Fahrenheit -華氏- Ⅱ


心音は軽く吐息をつくと、肩をすくめた。


「これが気に入らないのなら、あたしは降りるわ」


そう言い置くと、バサっと乱暴に封筒をテーブルに投げ捨てる。


「心音……」


心音はゆっくり立ち上がると、あたしの前に立ちはだかった。そして腰をかがめると、あたしの鼻の頭に指を置く。

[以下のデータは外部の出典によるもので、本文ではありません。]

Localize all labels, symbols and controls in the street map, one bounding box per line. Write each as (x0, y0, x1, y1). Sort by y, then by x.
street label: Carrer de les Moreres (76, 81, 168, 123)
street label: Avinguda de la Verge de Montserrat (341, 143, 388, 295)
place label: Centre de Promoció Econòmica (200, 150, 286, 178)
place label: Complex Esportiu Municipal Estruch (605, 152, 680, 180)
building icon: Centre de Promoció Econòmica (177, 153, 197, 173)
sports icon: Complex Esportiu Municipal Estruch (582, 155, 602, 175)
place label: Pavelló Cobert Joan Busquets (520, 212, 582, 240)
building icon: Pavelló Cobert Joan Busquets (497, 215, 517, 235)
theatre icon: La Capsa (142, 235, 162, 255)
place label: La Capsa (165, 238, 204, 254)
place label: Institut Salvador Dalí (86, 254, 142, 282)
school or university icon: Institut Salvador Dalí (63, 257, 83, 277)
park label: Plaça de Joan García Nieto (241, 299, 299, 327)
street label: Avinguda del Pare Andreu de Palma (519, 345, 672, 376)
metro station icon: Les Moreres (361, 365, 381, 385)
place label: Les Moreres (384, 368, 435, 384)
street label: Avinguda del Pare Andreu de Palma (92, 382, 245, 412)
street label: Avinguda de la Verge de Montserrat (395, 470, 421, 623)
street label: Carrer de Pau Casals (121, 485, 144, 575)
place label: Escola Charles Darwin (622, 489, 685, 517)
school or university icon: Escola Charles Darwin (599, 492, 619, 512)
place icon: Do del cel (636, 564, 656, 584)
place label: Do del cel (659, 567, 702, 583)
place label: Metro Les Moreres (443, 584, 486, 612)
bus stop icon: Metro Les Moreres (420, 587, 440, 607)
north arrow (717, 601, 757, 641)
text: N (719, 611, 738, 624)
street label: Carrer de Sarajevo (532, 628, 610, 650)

「考えてみてよ。これはあたしのプライドを賭けた仕事でもあるの。だけどあんたは客じゃない。


ビジネスパートナーよ。


あたしの仕事が認められないのなら、あたしたち組んでる意味なんてないわ」


心音の言うことはもっともだ。


もともと心音にとってファーレンハイトはただの道楽にしか過ぎない。


あたしと違って強い思い入れがあるわけじゃないだろうし、こだわる理由もない。


心音がここまでしてくれてるのは―――





彼女は“ビジネスパートナー”と言ったけれど、本当はこう言いたかったんじゃないかしら。


“友達だから”





あたしは目を伏せると、心の指を軽く払った。


「やめるの?」心音が挑発的に笑う。


「やめない。進めて」


あたしは俯いたまま答えた。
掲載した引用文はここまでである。